## THE PROBLEM
Retype all entries exactly, skipping pictures.

## THE DATA
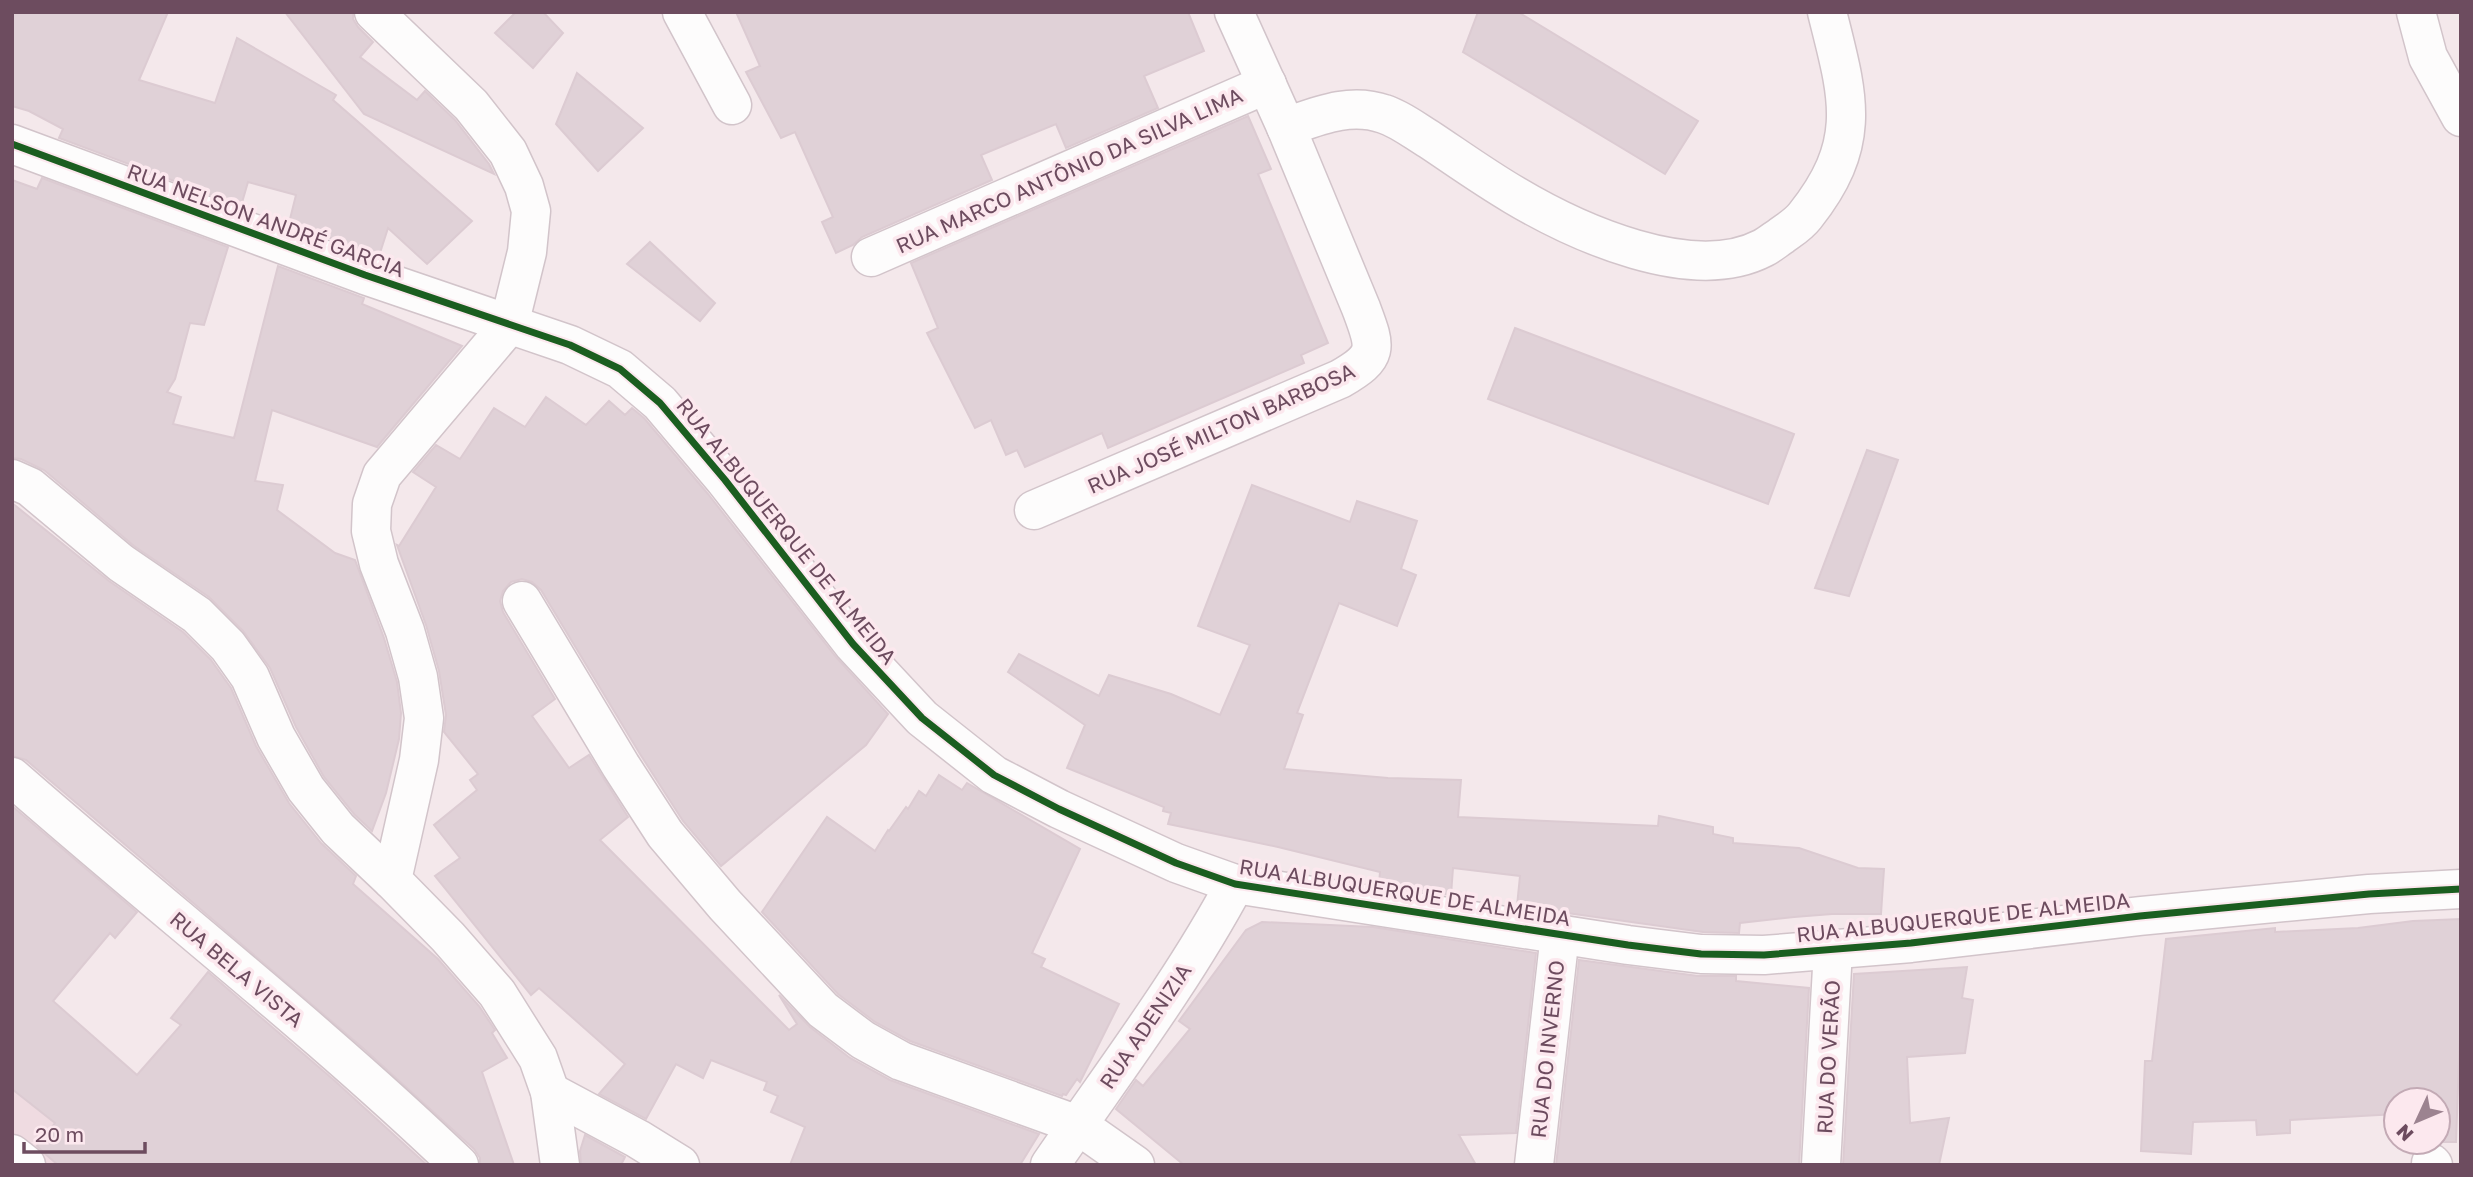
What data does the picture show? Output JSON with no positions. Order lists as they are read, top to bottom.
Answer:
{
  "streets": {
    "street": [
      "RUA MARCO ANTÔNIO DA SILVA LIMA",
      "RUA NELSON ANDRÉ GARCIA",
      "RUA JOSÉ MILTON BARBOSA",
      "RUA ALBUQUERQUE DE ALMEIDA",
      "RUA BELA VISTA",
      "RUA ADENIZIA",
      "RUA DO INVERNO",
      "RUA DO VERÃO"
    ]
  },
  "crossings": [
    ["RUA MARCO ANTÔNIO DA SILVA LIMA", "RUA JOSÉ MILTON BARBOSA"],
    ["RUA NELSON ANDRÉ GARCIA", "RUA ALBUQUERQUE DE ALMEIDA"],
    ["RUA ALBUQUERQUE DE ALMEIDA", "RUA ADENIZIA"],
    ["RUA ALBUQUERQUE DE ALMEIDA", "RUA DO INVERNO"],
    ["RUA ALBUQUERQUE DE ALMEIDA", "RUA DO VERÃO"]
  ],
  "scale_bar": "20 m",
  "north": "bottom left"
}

## TASK RESPONSE
What data does the picture show? Output JSON with no positions. Order lists as they are read, top to bottom.
Answer:
{
  "streets": {
    "street": [
      "RUA MARCO ANTÔNIO DA SILVA LIMA",
      "RUA NELSON ANDRÉ GARCIA",
      "RUA JOSÉ MILTON BARBOSA",
      "RUA ALBUQUERQUE DE ALMEIDA",
      "RUA BELA VISTA",
      "RUA ADENIZIA",
      "RUA DO INVERNO",
      "RUA DO VERÃO"
    ]
  },
  "crossings": [
    ["RUA MARCO ANTÔNIO DA SILVA LIMA", "RUA JOSÉ MILTON BARBOSA"],
    ["RUA NELSON ANDRÉ GARCIA", "RUA ALBUQUERQUE DE ALMEIDA"],
    ["RUA ALBUQUERQUE DE ALMEIDA", "RUA ADENIZIA"],
    ["RUA ALBUQUERQUE DE ALMEIDA", "RUA DO INVERNO"],
    ["RUA ALBUQUERQUE DE ALMEIDA", "RUA DO VERÃO"]
  ],
  "scale_bar": "20 m",
  "north": "bottom left"
}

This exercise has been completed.